> [What the task requires] From the records below, copy out each line that has the word "symbols".

> [Entries supplied]

___

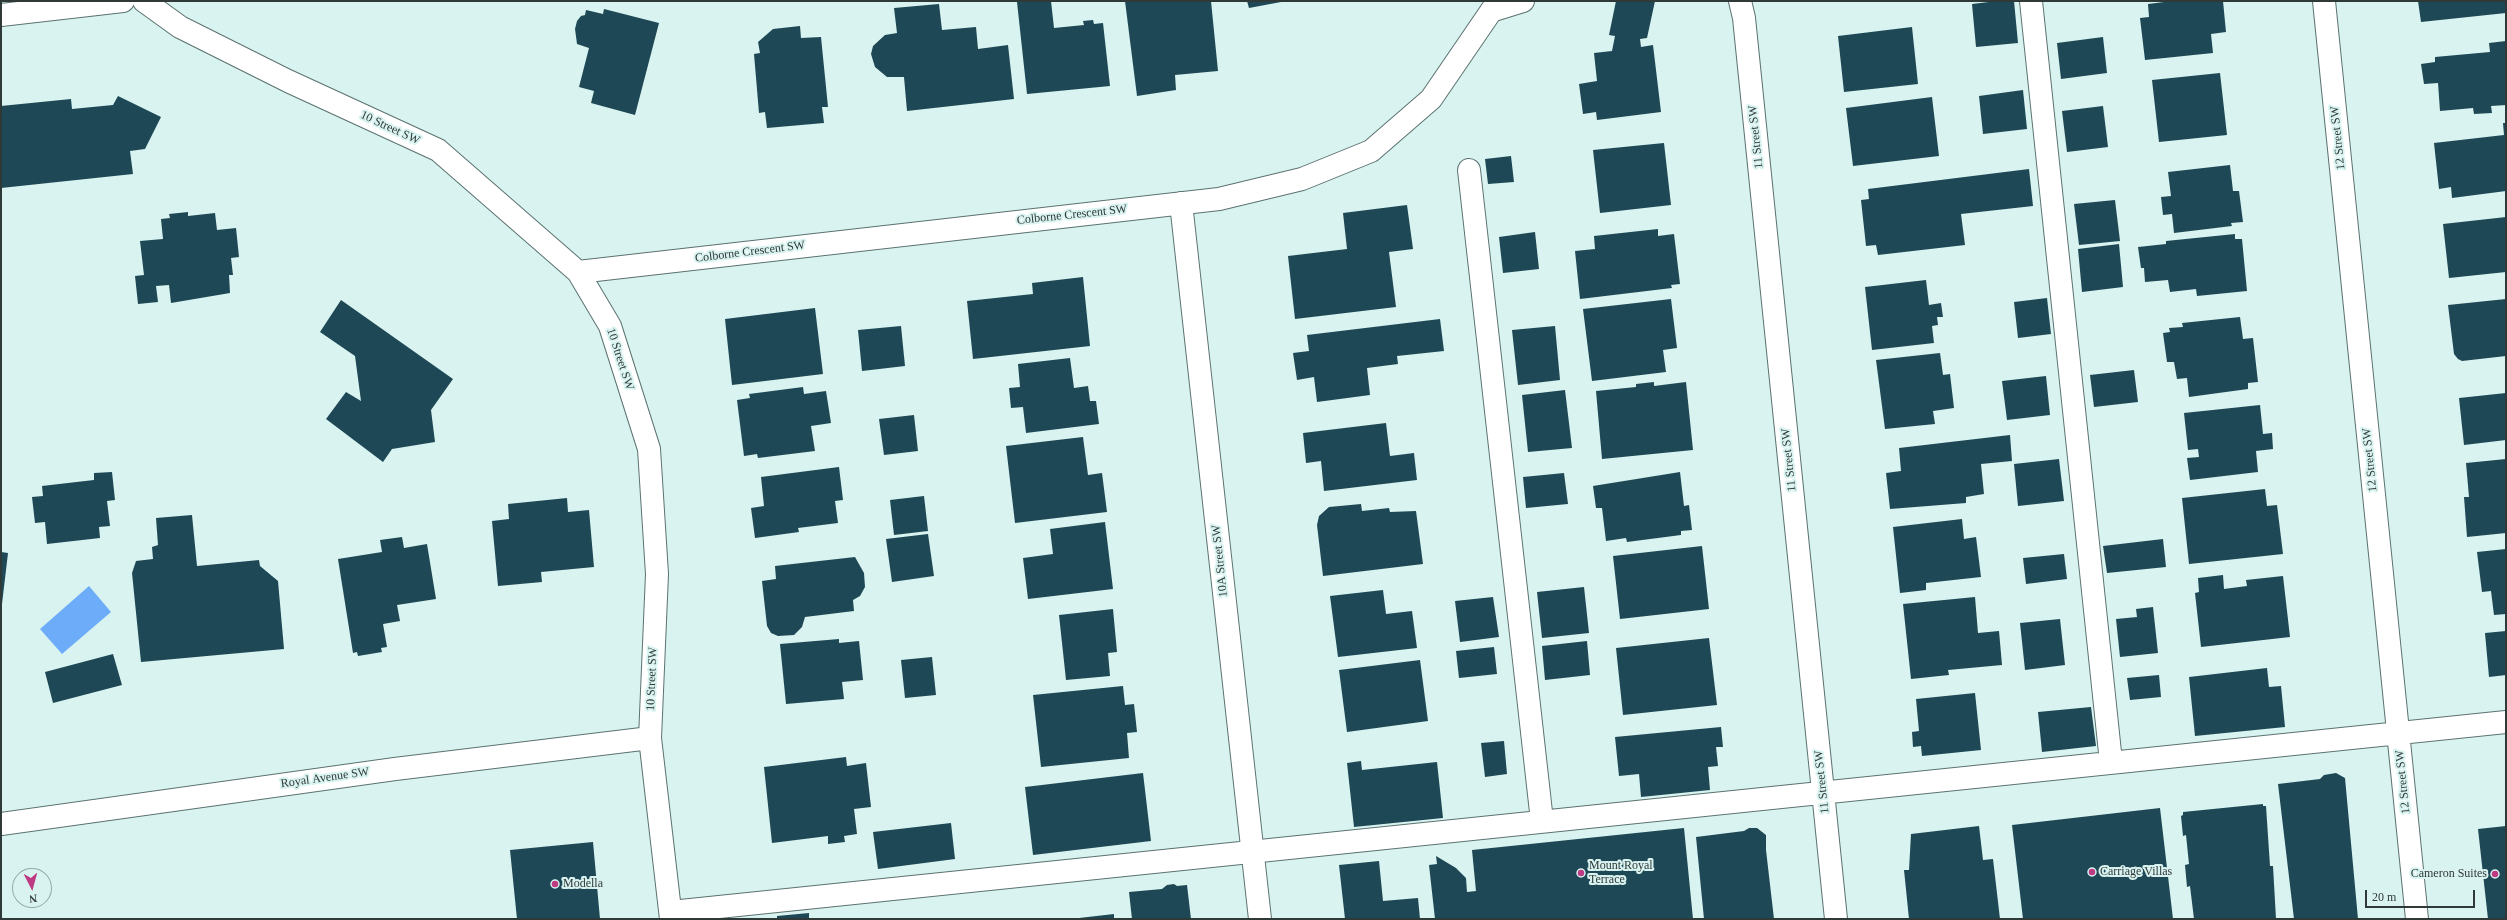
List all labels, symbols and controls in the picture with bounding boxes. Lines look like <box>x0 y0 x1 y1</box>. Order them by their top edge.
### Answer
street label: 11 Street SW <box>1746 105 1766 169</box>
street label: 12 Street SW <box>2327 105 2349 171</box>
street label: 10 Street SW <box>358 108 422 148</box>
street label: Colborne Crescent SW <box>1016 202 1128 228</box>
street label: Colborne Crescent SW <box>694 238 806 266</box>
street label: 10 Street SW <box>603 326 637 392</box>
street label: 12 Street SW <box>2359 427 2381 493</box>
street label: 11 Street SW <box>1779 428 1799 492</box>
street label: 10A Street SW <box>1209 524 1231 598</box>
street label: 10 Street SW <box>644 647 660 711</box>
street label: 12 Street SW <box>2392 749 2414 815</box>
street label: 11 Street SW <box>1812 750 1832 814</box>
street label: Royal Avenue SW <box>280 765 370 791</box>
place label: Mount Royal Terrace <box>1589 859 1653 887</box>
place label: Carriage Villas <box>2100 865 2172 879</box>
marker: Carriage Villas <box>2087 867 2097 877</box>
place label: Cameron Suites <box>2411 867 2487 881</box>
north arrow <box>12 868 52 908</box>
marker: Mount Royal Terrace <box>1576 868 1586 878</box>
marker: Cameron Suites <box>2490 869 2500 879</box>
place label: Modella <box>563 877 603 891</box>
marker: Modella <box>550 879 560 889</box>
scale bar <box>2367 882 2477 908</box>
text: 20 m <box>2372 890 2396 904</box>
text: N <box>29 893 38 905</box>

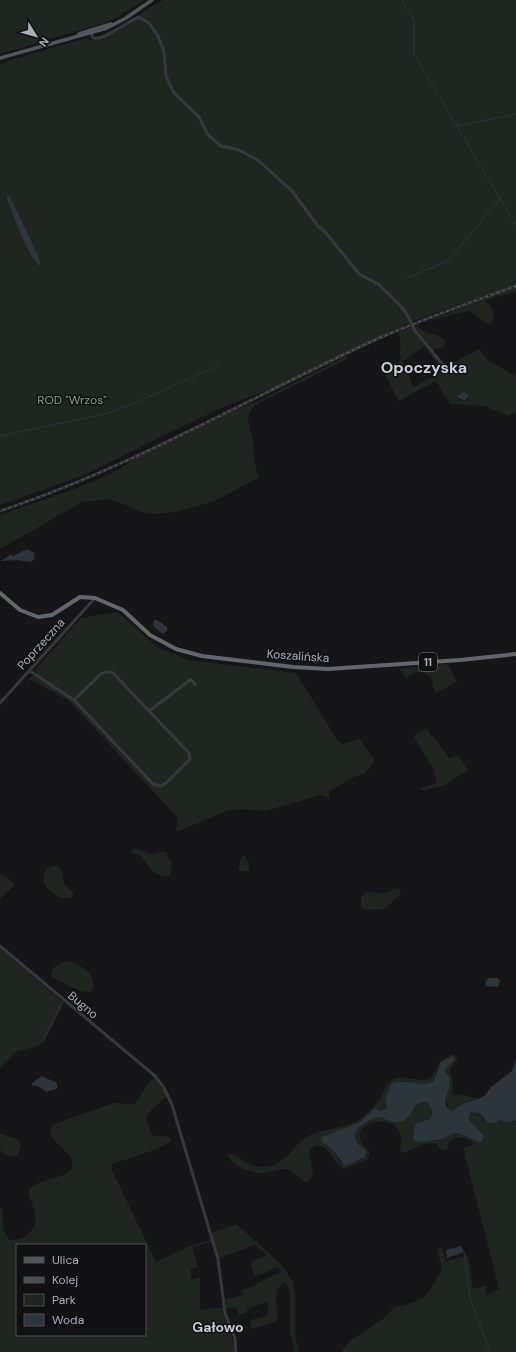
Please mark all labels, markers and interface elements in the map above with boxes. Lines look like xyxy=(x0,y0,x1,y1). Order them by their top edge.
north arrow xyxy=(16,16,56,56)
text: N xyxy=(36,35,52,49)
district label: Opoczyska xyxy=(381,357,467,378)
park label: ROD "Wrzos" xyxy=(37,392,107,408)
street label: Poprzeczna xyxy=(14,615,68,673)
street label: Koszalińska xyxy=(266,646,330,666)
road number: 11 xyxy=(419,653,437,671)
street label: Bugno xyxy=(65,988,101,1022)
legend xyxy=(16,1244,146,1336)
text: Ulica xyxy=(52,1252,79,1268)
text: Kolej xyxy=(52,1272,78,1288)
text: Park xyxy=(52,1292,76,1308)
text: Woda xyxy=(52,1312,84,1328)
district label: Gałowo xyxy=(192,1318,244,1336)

___

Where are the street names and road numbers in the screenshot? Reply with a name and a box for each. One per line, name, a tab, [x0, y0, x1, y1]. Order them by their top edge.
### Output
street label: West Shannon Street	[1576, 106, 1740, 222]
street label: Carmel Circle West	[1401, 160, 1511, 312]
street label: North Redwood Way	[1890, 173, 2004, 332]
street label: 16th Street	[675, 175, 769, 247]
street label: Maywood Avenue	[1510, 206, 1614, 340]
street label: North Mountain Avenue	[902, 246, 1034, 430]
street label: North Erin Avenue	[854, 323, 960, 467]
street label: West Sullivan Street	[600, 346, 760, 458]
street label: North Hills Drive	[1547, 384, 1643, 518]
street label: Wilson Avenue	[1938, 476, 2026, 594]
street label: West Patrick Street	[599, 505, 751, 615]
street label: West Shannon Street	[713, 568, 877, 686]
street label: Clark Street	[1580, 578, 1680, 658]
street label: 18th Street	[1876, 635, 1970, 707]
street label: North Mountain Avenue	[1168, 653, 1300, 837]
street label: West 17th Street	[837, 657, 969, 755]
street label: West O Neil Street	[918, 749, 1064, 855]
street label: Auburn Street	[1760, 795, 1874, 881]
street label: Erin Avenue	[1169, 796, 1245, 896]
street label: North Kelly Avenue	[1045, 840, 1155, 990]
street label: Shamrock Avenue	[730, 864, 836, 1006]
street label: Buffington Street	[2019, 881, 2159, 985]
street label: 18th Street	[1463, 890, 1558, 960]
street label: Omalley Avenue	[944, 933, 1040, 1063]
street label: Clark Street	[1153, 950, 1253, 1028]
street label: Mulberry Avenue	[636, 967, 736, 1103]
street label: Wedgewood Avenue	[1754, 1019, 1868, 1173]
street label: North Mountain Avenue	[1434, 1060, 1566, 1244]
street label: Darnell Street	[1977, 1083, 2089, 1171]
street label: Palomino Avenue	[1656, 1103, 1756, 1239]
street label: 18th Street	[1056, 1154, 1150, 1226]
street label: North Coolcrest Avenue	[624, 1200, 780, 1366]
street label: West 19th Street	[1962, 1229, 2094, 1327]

___

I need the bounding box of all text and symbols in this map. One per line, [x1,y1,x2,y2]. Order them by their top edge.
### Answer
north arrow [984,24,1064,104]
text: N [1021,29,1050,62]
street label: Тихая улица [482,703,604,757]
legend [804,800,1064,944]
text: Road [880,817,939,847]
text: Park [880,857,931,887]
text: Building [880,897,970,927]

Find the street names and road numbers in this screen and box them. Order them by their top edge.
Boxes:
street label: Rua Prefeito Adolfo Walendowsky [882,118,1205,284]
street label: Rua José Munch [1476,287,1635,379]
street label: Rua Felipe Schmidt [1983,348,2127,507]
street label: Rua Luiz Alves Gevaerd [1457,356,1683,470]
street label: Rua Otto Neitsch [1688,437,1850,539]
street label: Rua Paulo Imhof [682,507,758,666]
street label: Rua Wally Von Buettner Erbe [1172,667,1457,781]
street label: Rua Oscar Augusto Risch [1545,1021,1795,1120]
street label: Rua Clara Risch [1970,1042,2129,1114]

___

> [Expected output]
List all labels, symbols and controls in the picture with bounding boxes. Lines look like <box>x0 y0 x1 y1</box>. Order them by their top edge.
I need the bounding box of all text and symbols in this map. One per line, [x1,y1,x2,y2]. Order them by their top edge.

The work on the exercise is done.